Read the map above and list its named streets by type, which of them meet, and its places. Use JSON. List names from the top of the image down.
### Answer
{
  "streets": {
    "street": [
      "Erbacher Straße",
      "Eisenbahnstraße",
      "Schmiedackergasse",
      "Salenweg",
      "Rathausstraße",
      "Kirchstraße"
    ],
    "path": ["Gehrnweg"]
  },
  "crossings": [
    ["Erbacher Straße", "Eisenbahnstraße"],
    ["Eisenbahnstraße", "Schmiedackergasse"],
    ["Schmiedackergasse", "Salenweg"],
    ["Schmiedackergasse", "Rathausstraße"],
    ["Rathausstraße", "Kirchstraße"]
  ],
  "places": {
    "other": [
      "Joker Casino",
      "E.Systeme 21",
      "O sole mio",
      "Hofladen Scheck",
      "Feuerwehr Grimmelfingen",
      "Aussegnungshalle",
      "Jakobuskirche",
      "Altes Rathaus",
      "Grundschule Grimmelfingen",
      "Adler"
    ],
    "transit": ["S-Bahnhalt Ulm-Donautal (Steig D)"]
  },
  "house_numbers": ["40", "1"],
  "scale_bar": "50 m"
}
============
**EXERCISE REQUIREMENTS:** Please copy out the records exactly as they appear.

**THE ANSWER:**
Read the map above and list its named streets by type, which of them meet, and its places. Use JSON. List names from the top of the image down.
### Answer
{
  "streets": {
    "street": [
      "Erbacher Straße",
      "Eisenbahnstraße",
      "Schmiedackergasse",
      "Salenweg",
      "Rathausstraße",
      "Kirchstraße"
    ],
    "path": ["Gehrnweg"]
  },
  "crossings": [
    ["Erbacher Straße", "Eisenbahnstraße"],
    ["Eisenbahnstraße", "Schmiedackergasse"],
    ["Schmiedackergasse", "Salenweg"],
    ["Schmiedackergasse", "Rathausstraße"],
    ["Rathausstraße", "Kirchstraße"]
  ],
  "places": {
    "other": [
      "Joker Casino",
      "E.Systeme 21",
      "O sole mio",
      "Hofladen Scheck",
      "Feuerwehr Grimmelfingen",
      "Aussegnungshalle",
      "Jakobuskirche",
      "Altes Rathaus",
      "Grundschule Grimmelfingen",
      "Adler"
    ],
    "transit": ["S-Bahnhalt Ulm-Donautal (Steig D)"]
  },
  "house_numbers": ["40", "1"],
  "scale_bar": "50 m"
}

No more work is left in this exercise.